SAST — Static Application Security Testing
SAST inspects source code for insecure patterns, hardcoded secrets, and vulnerable dependencies without ever executing the application. Cybrium runs SAST directly against a connected Git repository and streams findings back into your workspace.
What it discovers
- Secret detection — API keys, tokens, private keys, and cloud credentials checked into history.
- Dependency CVEs — vulnerable library versions across manifests and lockfiles.
- Code pattern analysis — insecure sinks, injection risks, weak cryptography, and risky API usage.
When to use it
Run SAST on every pull request for diff-aware feedback, and on a schedule against the default branch to catch drift. Use it before releases to confirm no new secrets or high-severity code patterns slipped through.

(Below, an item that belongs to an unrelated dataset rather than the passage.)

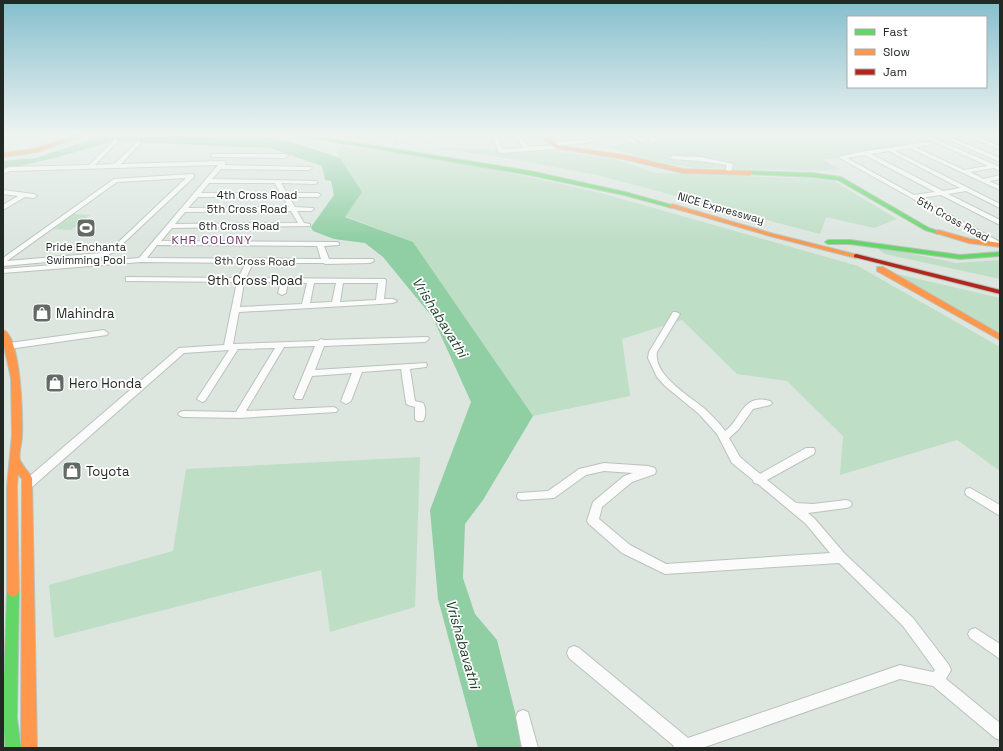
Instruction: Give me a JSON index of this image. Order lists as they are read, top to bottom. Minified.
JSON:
{"streets":{"main road":["NICE Expressway"],"street":["4th Cross Road","5th Cross Road","6th Cross Road","8th Cross Road","9th Cross Road"]},"crossings":[["5th Cross Road","6th Cross Road"]],"districts":["KHR COLONY"],"water":["Vrishabavathi"],"places":{"sports":["Pride Enchanta Swimming Pool"],"shop":["Mahindra","Hero Honda","Toyota"]},"legend":["Fast","Slow","Jam"]}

Connect an SCM integration first
Connecting an SCM provider requires the Tenant Admin role.
- Go to Settings -> Integrations -> Source Control.
- Choose GitHub, GitLab, Azure Repos, or Bitbucket.

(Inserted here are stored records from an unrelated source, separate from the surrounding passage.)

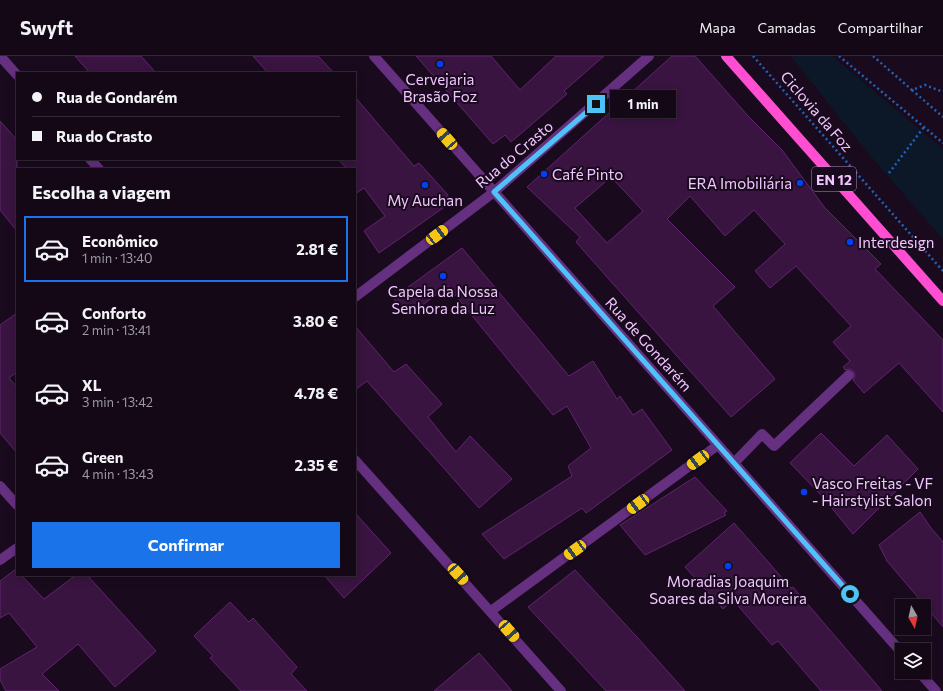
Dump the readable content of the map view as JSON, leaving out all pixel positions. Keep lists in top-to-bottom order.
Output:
{
  "streets": {
    "main road": ["EN 12"],
    "street": ["Rua do Crasto", "Rua de Gondarém"],
    "path": ["Ciclovia da Foz"]
  },
  "crossings": [
    ["Rua do Crasto", "Rua de Gondarém"]
  ],
  "places": [
    "Cervejaria Brasão Foz",
    "Café Pinto",
    "ERA Imobiliária",
    "My Auchan",
    "Interdesign",
    "Capela da Nossa Senhora da Luz",
    "Vasco Freitas - VF - Hairstylist Salon",
    "Moradias Joaquim Soares da Silva Moreira"
  ],
  "north": "bottom",
  "page": {
    "header": "Swyft",
    "nav": ["Mapa", "Camadas", "Compartilhar"],
    "banner": ["Rua de Gondarém", "Rua do Crasto"],
    "bubble": "1 min",
    "heading": "Escolha a viagem",
    "list": [
      {
        "name": "Econômico",
        "note": "1 min · 13:40",
        "value": "2.81 €"
      },
      {
        "name": "Conforto",
        "note": "2 min · 13:41",
        "value": "3.80 €"
      },
      {
        "name": "XL",
        "note": "3 min · 13:42",
        "value": "4.78 €"
      },
      {
        "name": "Green",
        "note": "4 min · 13:43",
        "value": "2.35 €"
      }
    ],
    "buttons": "Confirmar"
  }
}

- Authenticate with a Personal Access Token, OAuth, or App Password. Pick the usage scope (Scan, Fix, or Both).
- Save. The integration now appears in the repo picker.

Launch a SAST scan
- From the chat bar, type
sastorscan repoand select a repository from the picker modal. - Choose a branch or tag. For PR scans, pick the source and target branches; Cybrium only reports findings introduced by the diff.
- Confirm and start. The phase tracker shows a dedicated SAST phase ahead of any network phases.
What findings look like
Each finding includes the file path, line range, a snippet of the offending code, the rule that matched, severity, and a suggested fix. Secret findings include a liveness check result showing whether the credential still authenticates.
Where results appear
- Findings tab, grouped by repository, file, and severity.
- Topology tab as a code-level map of vulnerable modules and their callers.
- A pull-request comment summarising new findings when the scan is attached to a PR.